Please copy every line below that contains the string "with".

%%

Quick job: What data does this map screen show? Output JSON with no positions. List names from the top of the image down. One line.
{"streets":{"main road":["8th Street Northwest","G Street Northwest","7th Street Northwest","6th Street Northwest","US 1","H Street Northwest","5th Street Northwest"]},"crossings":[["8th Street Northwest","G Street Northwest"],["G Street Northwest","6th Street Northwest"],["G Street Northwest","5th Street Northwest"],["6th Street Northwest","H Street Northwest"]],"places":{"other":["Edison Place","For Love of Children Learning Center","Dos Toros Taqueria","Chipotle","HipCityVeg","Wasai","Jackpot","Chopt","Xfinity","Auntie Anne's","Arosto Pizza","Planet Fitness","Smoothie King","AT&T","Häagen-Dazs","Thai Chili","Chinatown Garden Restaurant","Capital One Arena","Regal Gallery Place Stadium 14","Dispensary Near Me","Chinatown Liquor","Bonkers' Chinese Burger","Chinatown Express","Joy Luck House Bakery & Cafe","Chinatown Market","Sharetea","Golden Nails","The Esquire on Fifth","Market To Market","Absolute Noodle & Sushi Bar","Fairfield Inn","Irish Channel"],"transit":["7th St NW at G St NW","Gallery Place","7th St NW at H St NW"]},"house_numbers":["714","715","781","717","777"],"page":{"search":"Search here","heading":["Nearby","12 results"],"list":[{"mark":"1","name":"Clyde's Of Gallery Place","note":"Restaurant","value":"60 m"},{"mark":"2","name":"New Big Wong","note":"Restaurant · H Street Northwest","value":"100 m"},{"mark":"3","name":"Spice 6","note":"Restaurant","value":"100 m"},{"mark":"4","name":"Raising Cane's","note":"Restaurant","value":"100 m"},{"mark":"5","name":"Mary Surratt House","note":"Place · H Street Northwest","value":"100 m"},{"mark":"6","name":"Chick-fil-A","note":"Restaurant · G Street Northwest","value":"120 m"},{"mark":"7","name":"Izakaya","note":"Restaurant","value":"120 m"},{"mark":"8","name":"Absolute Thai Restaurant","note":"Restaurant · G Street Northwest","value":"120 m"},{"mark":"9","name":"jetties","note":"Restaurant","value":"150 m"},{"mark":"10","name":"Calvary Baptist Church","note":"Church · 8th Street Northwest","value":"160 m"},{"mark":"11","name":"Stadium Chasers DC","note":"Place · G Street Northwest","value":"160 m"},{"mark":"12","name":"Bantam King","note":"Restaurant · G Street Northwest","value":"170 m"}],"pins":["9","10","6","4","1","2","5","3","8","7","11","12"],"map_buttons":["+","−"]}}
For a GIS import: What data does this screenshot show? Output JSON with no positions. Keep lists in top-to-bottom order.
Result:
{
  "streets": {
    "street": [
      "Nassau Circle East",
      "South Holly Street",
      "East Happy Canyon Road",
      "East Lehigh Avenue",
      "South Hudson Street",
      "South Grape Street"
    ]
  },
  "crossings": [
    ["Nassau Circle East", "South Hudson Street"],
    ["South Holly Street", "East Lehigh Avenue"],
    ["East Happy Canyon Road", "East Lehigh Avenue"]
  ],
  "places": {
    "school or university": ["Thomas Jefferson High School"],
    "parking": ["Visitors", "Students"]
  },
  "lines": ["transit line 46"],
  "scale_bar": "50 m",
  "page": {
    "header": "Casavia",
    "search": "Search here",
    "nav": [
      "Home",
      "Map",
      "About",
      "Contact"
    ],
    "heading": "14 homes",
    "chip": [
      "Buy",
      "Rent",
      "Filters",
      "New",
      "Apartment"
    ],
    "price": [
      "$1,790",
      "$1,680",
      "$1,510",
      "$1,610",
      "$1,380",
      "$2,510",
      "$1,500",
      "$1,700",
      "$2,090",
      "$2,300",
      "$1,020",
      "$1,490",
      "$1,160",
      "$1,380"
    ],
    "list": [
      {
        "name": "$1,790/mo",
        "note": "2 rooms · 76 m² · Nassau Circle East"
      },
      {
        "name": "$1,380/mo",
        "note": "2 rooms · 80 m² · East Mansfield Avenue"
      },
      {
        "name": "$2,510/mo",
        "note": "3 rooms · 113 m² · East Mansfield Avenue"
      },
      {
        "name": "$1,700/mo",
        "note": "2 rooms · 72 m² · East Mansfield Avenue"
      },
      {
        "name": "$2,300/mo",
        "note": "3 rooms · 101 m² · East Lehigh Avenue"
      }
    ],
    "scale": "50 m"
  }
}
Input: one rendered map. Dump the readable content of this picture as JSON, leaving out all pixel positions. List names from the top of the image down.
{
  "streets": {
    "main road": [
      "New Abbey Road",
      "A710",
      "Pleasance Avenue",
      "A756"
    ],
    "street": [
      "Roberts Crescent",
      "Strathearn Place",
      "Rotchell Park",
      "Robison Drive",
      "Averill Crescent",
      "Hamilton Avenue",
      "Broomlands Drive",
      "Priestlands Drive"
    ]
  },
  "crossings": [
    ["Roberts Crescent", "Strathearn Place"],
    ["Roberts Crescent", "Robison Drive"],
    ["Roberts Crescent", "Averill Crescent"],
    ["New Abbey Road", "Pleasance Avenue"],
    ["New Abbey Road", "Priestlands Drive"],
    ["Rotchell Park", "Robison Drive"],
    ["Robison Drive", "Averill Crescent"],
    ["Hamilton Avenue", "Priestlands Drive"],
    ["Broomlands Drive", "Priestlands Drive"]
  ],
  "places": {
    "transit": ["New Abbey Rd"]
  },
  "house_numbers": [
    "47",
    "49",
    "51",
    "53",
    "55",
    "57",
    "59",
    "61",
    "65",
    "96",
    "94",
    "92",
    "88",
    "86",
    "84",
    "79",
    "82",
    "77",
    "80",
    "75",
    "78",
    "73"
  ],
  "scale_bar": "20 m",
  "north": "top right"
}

%%

• [Response below]:
Quick job: What data does this map screen show? Output JSON with no positions. List names from the top of the image down. One line.
For a GIS import: What data does this screenshot show? Output JSON with no positions. Keep lists in top-to-bottom order.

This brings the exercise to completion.